Go over the data and keep only the lines that include "sans".

┌─ Dataset excerpts

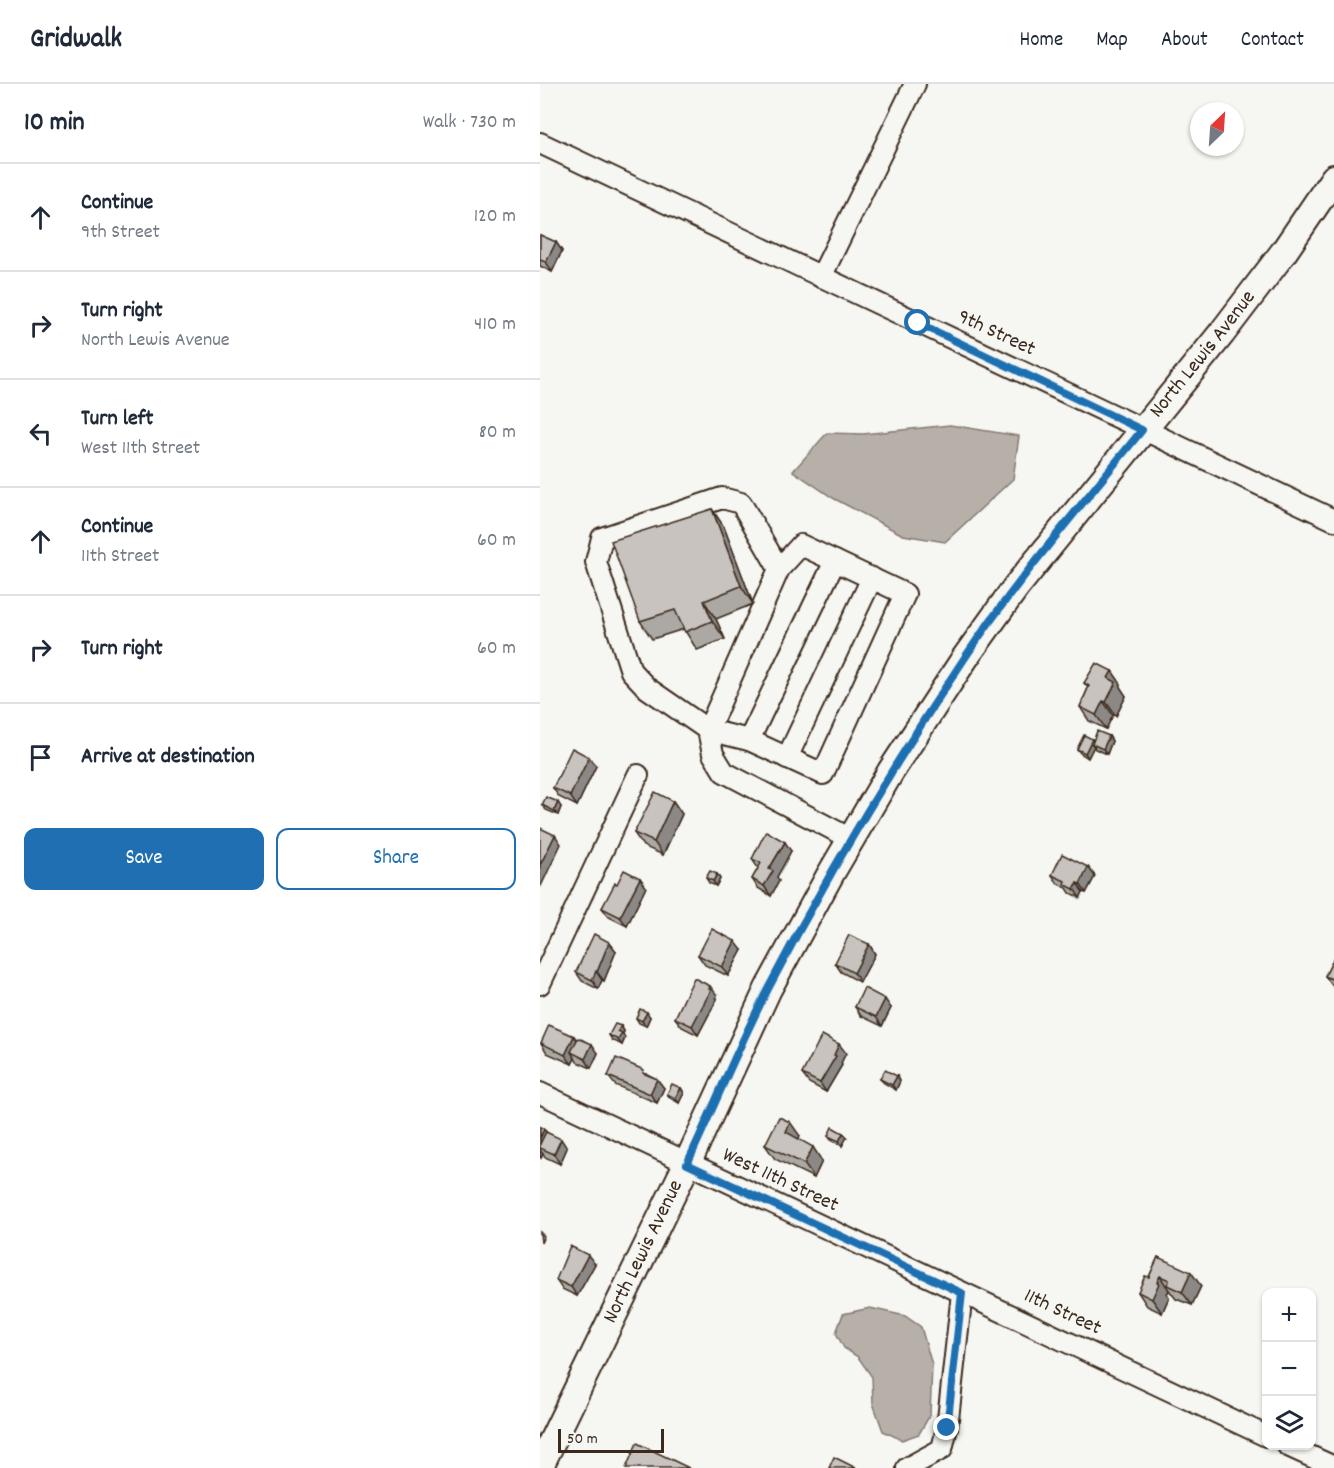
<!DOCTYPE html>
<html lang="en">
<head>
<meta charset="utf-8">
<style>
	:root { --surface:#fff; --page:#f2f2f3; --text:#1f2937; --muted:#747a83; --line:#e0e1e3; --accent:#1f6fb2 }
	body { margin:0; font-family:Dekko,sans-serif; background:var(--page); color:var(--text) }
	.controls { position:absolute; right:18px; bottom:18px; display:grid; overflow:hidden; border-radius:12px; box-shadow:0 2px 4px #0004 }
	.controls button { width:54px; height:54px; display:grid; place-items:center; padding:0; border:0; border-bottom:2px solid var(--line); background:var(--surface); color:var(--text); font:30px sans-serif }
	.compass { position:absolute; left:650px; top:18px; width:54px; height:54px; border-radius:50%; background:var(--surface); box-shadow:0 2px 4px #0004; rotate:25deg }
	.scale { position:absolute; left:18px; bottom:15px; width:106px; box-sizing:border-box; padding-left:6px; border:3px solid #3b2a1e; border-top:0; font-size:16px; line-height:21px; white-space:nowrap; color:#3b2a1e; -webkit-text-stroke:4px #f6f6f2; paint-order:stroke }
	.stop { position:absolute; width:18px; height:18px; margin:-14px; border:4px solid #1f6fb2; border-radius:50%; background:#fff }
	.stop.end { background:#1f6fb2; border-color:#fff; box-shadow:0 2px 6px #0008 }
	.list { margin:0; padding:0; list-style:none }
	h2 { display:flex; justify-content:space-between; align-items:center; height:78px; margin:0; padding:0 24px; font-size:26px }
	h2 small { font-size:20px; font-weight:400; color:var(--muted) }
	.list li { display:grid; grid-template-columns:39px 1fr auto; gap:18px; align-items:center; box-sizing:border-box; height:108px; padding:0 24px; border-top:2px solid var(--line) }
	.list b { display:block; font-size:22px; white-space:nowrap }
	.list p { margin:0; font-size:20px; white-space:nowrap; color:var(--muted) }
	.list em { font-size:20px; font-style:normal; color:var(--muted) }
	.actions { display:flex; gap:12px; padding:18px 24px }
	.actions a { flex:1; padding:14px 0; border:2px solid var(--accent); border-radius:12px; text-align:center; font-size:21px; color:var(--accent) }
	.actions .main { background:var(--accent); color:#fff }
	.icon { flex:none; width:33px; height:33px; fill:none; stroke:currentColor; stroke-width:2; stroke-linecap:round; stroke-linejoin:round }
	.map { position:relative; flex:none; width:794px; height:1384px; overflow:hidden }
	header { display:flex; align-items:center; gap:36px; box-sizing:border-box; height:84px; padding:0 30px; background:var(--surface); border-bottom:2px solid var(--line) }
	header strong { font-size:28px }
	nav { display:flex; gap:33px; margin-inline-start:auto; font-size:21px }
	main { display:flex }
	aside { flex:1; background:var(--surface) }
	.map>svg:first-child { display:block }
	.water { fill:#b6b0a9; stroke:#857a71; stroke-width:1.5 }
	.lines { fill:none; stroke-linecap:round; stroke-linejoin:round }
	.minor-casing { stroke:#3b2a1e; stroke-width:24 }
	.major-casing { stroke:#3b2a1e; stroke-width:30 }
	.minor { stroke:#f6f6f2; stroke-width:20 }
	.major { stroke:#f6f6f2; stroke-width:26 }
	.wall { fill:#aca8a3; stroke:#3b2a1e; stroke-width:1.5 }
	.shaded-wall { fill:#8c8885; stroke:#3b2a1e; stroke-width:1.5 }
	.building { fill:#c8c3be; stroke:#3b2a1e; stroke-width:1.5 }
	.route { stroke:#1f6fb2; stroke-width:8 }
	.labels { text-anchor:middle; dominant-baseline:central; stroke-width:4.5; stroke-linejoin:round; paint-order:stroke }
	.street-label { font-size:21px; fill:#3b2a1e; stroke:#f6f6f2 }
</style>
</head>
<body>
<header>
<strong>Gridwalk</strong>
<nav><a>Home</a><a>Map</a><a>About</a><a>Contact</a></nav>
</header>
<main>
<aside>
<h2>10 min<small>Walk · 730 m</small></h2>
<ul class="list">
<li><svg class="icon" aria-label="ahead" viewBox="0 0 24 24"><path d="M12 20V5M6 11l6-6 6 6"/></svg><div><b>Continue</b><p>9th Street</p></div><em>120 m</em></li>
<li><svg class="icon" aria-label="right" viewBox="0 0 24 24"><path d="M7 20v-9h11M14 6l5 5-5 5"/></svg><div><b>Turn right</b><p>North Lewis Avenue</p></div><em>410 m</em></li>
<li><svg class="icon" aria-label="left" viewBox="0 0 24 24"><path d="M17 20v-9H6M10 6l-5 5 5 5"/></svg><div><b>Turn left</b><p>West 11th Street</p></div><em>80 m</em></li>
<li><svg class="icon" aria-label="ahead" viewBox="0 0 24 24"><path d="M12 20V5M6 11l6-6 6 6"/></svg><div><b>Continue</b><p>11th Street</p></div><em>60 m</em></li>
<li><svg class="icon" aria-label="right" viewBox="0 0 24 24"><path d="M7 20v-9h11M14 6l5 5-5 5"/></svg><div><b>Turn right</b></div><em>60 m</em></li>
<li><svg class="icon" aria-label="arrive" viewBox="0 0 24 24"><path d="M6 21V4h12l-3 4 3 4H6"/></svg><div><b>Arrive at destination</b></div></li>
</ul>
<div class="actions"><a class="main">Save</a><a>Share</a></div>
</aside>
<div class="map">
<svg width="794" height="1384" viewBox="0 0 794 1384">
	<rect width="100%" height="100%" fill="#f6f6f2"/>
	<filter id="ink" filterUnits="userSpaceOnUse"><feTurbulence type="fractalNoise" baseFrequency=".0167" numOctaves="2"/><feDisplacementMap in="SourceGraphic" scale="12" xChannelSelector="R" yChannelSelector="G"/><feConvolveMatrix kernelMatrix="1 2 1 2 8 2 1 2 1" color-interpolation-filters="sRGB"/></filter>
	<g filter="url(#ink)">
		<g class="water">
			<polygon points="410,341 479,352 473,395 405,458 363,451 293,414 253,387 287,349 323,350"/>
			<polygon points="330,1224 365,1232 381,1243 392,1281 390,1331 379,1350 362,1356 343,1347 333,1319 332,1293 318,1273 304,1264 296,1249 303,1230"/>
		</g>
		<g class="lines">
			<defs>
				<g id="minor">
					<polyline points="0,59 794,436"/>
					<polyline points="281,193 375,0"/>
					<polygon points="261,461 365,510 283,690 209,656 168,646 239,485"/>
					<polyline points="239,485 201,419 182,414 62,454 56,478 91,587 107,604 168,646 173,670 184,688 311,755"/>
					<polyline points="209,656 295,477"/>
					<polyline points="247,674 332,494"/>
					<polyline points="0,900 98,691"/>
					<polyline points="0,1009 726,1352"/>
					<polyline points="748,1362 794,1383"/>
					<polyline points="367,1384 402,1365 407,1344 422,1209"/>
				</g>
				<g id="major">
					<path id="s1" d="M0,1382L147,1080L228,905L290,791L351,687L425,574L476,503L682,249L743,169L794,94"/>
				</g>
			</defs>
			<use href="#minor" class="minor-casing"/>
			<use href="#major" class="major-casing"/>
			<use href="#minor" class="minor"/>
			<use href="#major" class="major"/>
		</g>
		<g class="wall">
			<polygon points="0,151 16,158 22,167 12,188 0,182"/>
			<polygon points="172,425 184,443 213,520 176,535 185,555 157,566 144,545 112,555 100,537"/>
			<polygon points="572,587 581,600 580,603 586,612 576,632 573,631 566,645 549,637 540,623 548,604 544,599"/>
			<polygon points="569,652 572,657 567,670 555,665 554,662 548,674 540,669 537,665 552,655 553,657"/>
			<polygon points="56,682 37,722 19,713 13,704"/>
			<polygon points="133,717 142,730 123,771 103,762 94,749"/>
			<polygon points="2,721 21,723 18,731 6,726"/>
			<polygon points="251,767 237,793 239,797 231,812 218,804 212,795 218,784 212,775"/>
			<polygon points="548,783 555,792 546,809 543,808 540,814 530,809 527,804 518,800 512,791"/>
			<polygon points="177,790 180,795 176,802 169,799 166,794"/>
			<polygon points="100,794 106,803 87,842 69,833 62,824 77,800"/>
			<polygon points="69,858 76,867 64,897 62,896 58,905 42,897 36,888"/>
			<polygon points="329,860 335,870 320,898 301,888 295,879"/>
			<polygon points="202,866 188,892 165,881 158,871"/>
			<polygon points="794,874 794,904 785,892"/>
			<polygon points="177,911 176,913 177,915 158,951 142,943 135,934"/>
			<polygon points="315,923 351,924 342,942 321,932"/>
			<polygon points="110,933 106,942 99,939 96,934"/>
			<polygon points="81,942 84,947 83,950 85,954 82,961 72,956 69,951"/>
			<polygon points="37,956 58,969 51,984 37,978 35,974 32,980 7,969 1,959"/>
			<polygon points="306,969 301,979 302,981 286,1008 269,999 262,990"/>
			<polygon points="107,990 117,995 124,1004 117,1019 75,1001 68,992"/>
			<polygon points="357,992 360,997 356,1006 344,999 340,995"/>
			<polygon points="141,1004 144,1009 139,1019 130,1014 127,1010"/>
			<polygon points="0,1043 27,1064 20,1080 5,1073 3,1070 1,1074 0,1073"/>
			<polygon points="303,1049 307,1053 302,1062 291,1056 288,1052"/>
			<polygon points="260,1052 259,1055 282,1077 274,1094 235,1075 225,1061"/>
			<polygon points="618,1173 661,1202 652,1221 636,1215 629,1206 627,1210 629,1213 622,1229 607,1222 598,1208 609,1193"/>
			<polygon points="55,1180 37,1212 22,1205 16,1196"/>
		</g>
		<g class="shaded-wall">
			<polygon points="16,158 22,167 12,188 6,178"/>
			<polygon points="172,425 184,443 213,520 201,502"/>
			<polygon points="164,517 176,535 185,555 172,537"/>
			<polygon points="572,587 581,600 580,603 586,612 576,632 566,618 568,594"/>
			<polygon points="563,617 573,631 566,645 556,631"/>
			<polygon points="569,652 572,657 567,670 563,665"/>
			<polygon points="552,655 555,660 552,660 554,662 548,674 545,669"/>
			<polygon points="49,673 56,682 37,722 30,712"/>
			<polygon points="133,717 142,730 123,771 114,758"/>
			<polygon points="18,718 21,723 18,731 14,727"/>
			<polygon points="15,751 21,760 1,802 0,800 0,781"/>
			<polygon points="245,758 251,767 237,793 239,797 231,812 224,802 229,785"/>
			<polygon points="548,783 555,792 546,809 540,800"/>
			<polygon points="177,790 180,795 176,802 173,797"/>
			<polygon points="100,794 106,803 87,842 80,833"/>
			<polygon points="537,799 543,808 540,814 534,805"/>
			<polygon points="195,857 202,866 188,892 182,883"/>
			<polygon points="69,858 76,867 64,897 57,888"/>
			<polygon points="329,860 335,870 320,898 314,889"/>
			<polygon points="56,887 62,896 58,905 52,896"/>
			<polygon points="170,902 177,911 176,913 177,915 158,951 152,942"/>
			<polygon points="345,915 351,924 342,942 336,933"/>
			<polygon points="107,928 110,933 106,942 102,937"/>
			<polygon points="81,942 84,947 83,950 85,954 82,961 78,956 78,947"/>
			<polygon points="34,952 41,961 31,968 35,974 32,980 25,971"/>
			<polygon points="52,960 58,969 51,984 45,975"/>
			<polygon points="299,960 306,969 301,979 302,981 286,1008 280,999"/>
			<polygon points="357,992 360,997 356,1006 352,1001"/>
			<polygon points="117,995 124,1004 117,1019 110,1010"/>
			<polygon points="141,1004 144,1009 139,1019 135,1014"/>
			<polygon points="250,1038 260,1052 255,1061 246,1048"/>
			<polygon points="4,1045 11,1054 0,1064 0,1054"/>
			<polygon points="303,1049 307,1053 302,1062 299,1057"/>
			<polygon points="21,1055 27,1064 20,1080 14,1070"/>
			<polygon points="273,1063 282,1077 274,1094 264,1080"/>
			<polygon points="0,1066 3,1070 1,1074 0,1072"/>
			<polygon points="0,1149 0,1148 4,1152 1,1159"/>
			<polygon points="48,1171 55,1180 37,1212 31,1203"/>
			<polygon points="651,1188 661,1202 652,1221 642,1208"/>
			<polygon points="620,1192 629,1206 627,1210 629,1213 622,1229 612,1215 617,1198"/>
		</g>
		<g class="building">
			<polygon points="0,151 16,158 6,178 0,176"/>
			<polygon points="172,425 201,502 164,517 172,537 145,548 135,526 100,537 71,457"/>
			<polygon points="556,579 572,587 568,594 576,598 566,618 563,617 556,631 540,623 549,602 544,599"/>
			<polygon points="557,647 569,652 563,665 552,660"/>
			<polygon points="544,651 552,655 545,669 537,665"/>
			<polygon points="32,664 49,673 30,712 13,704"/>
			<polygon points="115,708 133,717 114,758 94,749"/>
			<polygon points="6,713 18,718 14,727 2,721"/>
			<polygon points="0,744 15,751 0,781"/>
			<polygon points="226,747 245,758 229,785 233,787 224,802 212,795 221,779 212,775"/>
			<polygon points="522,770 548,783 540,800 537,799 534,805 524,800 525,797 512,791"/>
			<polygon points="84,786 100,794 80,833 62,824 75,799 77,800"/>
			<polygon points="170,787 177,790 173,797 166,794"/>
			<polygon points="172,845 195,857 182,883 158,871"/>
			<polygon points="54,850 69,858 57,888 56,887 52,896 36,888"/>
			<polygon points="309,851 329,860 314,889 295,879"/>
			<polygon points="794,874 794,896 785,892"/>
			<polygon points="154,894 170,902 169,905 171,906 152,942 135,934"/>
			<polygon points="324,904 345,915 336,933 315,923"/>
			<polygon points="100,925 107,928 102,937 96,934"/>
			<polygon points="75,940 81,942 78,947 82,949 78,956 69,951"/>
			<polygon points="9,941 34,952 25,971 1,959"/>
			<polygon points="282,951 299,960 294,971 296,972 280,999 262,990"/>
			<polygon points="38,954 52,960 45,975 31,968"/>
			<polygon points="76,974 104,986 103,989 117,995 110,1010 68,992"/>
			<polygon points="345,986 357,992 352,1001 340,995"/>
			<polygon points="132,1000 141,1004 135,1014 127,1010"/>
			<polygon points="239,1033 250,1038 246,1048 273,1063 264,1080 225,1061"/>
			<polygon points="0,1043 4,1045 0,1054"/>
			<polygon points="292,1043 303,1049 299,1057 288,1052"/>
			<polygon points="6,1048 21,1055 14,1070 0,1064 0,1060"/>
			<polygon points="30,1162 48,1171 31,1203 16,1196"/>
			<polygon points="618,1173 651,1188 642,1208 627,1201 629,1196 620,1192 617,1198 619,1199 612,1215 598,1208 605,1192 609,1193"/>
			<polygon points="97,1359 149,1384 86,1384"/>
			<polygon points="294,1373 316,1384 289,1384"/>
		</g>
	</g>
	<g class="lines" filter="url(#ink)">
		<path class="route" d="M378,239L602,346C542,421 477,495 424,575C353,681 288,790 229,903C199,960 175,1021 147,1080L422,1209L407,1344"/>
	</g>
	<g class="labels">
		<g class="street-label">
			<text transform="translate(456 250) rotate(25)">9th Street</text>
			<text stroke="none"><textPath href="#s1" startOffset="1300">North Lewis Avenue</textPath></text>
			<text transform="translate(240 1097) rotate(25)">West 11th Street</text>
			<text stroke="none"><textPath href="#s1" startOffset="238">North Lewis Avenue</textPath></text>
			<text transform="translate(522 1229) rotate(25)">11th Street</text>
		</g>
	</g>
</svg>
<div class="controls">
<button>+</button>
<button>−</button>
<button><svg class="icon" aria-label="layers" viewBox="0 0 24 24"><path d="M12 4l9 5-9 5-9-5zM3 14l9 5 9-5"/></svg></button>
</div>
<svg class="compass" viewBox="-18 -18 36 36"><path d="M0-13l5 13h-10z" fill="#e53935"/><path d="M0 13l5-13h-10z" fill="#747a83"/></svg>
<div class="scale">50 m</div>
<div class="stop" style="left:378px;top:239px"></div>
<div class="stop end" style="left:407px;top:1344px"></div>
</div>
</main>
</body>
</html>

└─

Reply:
	body { margin:0; font-family:Dekko,sans-serif; background:var(--page); color:var(--text) }
	.controls button { width:54px; height:54px; display:grid; place-items:center; padding:0; border:0; border-bottom:2px solid var(--line); background:var(--surface); color:var(--text); font:30px sans-serif }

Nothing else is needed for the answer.